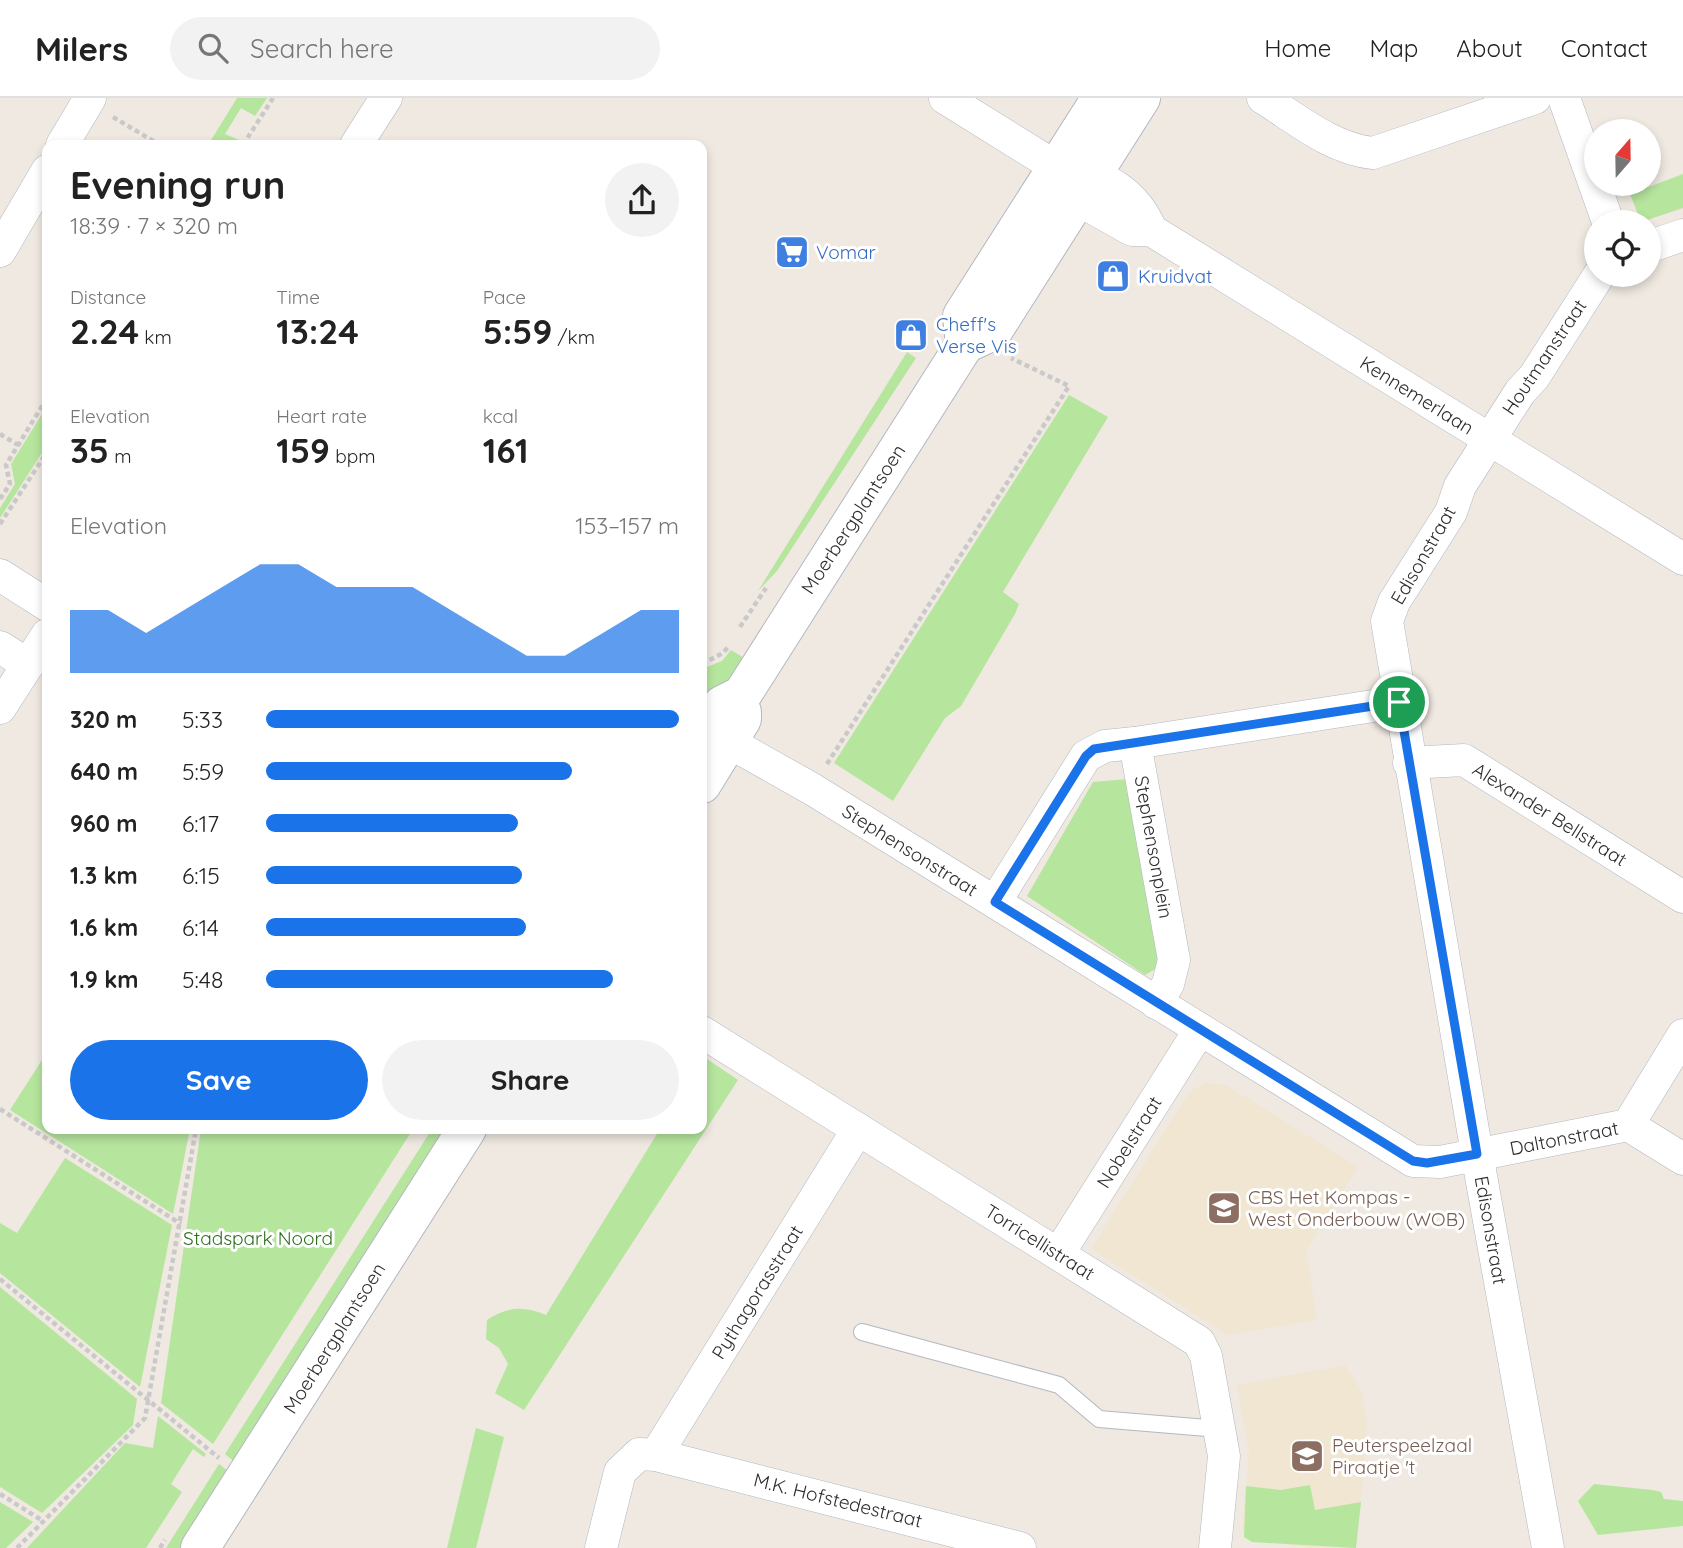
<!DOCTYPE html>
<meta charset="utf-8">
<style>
:root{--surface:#fff;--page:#f2f2f2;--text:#222;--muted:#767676;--line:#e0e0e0;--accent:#1a73e8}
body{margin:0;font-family:Quicksand,sans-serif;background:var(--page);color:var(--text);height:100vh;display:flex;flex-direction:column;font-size:26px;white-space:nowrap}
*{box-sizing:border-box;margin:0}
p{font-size:23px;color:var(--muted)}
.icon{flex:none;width:38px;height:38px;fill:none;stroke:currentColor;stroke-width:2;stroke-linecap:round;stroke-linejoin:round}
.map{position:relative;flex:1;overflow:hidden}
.drawer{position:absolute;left:42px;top:42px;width:665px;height:994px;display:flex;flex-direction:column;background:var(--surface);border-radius:14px;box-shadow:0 4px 10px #0003}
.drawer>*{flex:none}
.needle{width:46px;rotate:20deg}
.tools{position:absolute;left:1584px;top:21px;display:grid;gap:14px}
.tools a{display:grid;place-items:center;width:77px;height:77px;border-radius:50%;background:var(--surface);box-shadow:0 4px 10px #0003;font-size:35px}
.pin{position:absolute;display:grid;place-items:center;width:60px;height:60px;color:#fff;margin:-30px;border:4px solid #fff;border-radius:50%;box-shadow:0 2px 7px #0007}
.round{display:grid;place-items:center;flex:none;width:74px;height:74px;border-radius:37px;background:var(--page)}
.overview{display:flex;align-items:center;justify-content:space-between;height:119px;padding:0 28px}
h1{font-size:38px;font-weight:700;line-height:52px}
.metrics{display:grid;grid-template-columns:repeat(3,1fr);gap:10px;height:119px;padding:7px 28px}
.metrics div{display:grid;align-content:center}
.metrics b{font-size:35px;font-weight:700}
.metrics small{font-size:19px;font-weight:400}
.metrics p{font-size:19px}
.chart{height:196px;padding:14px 28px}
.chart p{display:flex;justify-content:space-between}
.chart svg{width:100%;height:126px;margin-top:7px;fill:var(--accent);opacity:.7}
.action{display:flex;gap:14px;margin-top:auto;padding:14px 28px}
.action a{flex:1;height:80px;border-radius:42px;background:var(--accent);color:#fff;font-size:28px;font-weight:700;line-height:80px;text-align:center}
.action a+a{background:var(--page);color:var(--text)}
ul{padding:0 28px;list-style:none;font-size:23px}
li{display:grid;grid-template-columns:112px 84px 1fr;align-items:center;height:52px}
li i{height:18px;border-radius:9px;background:var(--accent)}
header{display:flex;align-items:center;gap:42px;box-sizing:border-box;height:98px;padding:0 35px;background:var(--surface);border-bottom:2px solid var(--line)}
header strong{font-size:33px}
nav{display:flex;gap:38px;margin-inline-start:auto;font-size:24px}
.search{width:490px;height:63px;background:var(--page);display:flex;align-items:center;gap:18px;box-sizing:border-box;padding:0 24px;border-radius:38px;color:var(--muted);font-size:26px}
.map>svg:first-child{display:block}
.education{fill:#f0e6d1}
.green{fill:#b6e59e}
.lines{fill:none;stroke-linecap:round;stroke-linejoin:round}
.lane-casing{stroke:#b4b7c1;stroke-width:18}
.street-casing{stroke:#b4b7c1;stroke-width:33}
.secondary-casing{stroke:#b4b7c1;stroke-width:40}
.path{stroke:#c9c9c9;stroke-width:4.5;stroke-dasharray:5 3.5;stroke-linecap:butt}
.lane{stroke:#fff;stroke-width:16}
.street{stroke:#fff;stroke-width:32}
.secondary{stroke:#fff;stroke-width:38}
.route-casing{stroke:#fff;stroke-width:14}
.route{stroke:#1a73e8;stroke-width:9}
.labels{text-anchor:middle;stroke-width:6;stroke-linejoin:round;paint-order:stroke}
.shop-label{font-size:19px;fill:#366cbe;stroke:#fff;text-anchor:start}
.street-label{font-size:19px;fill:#2e2e2e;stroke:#fff}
.education-label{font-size:19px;fill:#785e54;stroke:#fff;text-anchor:start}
.park-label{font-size:19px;fill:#2c6e1b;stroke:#fff}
</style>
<header>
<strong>Milers</strong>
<div class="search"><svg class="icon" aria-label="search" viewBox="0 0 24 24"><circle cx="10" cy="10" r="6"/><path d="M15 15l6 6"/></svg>Search here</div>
<nav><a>Home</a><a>Map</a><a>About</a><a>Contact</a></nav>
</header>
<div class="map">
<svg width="1683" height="1450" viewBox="0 0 1683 1450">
<rect width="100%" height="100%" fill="#efe9e1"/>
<g class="education">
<polygon points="1205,985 1226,987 1358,1069 1306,1152 1317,1222 1228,1237 1091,1151 1190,993"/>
<polygon points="1345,1267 1361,1292 1366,1319 1367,1339 1356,1450 1313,1450 1248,1442 1242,1432 1249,1354 1237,1287"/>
</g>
<g class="green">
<polygon points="237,0 267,0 255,18 241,10 225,36 239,42 236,47 208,47"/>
<polygon points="1683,76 1683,110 1641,124 1630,96"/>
<polygon points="907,254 916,260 777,473 758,493"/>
<polygon points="1069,297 1108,319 1003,494 1019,506 1015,516 961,608 945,620 893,703 834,665"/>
<polygon points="47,308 47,347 0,420 0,410 15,386 11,366"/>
<polygon points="731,552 746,561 702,621 702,571 722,563"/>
<polygon points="1128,681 1164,866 1145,877 1027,798 1093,684"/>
<polygon points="47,954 47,1031 190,1031 173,1116 10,1012"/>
<path d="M 704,959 L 738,982 L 524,1312 L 495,1295 L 508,1266 L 499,1250 L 486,1241 L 487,1222 C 508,1208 524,1208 546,1217 L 660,1031 L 702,1031 Z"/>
<polygon points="201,1031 413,1031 213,1346 161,1305"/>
<polygon points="432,1031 448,1031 236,1365 225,1356"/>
<polygon points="65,1060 172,1127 140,1289 0,1175 0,1125 17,1135"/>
<polygon points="0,1189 137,1301 133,1327 42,1415 0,1389"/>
<polygon points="158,1318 206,1356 204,1359 193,1351 171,1386 182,1394 146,1450 27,1450 125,1345 153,1350"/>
<polygon points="476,1330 504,1339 476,1450 447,1450"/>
<polygon points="219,1366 230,1375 182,1450 166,1450"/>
<polygon points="1594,1386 1652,1392 1661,1394 1664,1401 1683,1403 1683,1428 1598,1437 1578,1403"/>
<polygon points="1310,1387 1315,1412 1361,1404 1356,1450 1252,1444 1244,1439 1246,1388 1281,1392"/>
<polygon points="0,1404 33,1424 6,1450 0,1450"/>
</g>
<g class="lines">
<g class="lane-casing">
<polyline id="lane" points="862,1234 1059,1287 1099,1321 1219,1331"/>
</g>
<g class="street-casing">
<g id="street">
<polyline points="945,0 1056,69 1077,101 1132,132 1151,132 1683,461"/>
<path d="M 1263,0 C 1297,21 1332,51 1373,55 L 1535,0"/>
<polyline points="1564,0 1608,124"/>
<polyline points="62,47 90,0"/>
<polyline points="356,47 386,0"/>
<path d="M 1070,71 C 1106,77 1137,97 1151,132"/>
<polyline points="1648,149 1683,137"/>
<polyline points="0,153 47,73"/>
<polyline points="0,477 47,507"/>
<polyline points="0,549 28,567"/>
<polyline points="0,610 47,537"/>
<polyline points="709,633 812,691 1413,1063 1440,1064 1628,1027 1683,1061"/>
<polyline points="1135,645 1399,604"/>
<polyline points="1409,665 1464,662 1683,799"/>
<polyline points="995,804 1086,658 1105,648 1135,645 1174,862 1168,886 1156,905"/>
<polyline points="702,934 1199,1244 1206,1258 1224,1358 1215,1450"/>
<polyline points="1628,1027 1683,937"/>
<polyline points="1059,1155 1199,933"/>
<polyline points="656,1357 858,1031"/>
<polyline points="601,1450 620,1374 639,1356 656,1357 1020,1450"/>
<polyline points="1548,1450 1477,1056 1387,523 1394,504 1451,414 1460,388 1520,294 1534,279 1599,177"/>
</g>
</g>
<g class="secondary-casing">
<g id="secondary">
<polyline points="965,246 962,218 1101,0"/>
<polyline points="702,639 722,607 742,597 965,246 993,233 1141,0"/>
<polyline points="702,686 742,621 742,614"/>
<polyline points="200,1450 467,1031"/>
</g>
</g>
<g class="path">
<polyline points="113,19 160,47"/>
<polyline points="243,47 273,0"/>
<polyline points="0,336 18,347"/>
<polyline points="0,401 10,386 6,367 47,300"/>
<polyline points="0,426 47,354"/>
<polyline points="740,529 766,490"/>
<polyline points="702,566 723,555 728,549"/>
<polyline points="827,666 1069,288 1011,260"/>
<polyline points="0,1011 181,1126"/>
<polyline points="0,1181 219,1360"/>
<polyline points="0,1396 43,1423"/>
<polyline points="17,1450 145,1320 196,1031"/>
<polyline points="160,1450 165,1442"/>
</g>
<use href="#lane" class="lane"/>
<use href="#street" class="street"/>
<use href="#secondary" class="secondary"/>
</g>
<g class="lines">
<g class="route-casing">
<polygon id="route" points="1399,604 1477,1056 1427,1065 1413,1063 995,804 1086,658 1094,651"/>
</g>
<use href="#route" class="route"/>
</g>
<defs>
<g id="supermarket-square" transform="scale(1.75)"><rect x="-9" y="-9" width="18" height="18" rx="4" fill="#3f7fe0" stroke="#fff"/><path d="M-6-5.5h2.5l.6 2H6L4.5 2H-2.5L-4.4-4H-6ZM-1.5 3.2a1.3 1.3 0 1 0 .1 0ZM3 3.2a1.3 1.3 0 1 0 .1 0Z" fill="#fff"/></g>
<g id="shop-square" transform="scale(1.75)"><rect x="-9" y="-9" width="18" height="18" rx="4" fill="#3f7fe0" stroke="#fff"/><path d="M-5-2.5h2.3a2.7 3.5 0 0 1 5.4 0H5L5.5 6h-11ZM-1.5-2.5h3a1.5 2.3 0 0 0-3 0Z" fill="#fff"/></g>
<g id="school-square" transform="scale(1.75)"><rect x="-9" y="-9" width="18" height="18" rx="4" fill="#8d6e63" stroke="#fff"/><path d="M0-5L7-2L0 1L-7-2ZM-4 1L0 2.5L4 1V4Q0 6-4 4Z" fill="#fff"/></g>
</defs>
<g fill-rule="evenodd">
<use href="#supermarket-square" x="792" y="154"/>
<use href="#shop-square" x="1113" y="178"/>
<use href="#shop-square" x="911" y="237"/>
<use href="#school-square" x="1224" y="1110"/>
<use href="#school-square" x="1307" y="1358"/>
</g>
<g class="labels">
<g class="shop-label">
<text x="816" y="161">Vomar</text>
<text x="1138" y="185">Kruidvat</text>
<text x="936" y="233">Cheff's<tspan x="936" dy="22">Verse Vis</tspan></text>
</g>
<g class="street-label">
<text transform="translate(1544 259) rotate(-56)" y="7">Houtmanstraat</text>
<text transform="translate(1417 297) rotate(32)" y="7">Kennemerlaan</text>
<text transform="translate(853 421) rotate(-57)" y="7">Moerbergplantsoen</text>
<text transform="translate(1423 457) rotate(-60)" y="7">Edisonstraat</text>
<text transform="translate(1550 716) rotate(32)" y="7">Alexander Bellstraat</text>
<text transform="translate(1154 749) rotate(80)" y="7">Stephensonplein</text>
<text transform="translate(910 752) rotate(32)" y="7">Stephensonstraat</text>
<text transform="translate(1564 1040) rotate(-11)" y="7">Daltonstraat</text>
<text transform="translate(1129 1044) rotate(-58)" y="7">Nobelstraat</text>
<text transform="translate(1491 1132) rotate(80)" y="7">Edisonstraat</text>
<text transform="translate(1040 1144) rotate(32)" y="7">Torricellistraat</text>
<text transform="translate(757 1194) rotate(-58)" y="7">Pythagorasstraat</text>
<text transform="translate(334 1240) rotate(-58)" y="7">Moerbergplantsoen</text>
<text transform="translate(838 1402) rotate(14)" y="7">M.K. Hofstedestraat</text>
</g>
<g class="education-label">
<text x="1248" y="1106">CBS Het Kompas -<tspan x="1248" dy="22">West Onderbouw (WOB)</tspan></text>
<text x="1332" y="1354">Peuterspeelzaal<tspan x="1332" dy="22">Piraatje 't</tspan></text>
</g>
<g class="park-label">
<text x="258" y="1147">Stadspark Noord</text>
</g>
</g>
</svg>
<div class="tools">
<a><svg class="needle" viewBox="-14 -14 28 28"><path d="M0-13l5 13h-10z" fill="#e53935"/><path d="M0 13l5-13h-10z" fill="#767676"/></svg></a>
<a><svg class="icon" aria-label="locate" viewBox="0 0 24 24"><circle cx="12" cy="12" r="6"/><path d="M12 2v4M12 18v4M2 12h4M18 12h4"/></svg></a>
</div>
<div class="pin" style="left:1399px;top:604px;background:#1e9e55"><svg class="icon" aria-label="arrive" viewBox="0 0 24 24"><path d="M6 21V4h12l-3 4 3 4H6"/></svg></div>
<section class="drawer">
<div class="overview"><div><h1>Evening run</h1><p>18:39 · 7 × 320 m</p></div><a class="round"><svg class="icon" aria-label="share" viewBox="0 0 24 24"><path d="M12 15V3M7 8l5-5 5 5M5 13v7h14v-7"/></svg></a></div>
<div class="metrics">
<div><p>Distance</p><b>2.24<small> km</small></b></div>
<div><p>Time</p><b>13:24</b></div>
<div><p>Pace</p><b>5:59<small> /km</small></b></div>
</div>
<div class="metrics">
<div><p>Elevation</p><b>35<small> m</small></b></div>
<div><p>Heart rate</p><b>159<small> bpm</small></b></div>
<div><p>kcal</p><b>161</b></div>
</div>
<div class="chart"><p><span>Elevation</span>153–157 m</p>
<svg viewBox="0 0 160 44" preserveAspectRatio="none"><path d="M0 44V22L10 22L20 30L30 22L40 14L50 6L60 6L70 14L80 14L90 14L100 22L110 30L120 38L130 38L140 30L150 22L160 22V44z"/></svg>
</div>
<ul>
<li><b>320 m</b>5:33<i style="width:100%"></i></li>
<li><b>640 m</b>5:59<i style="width:74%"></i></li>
<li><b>960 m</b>6:17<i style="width:61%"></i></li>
<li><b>1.3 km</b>6:15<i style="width:62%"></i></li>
<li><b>1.6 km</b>6:14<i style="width:63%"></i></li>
<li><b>1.9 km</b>5:48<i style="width:84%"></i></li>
</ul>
<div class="action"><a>Save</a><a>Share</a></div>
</section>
</div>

════════

## [YOUR ASSIGNMENT]
Would you filter the records and copy out each line containing "Elevation"?

## [SOLUTION]
<div><p>Elevation</p><b>35<small> m</small></b></div>
<div class="chart"><p><span>Elevation</span>153–157 m</p>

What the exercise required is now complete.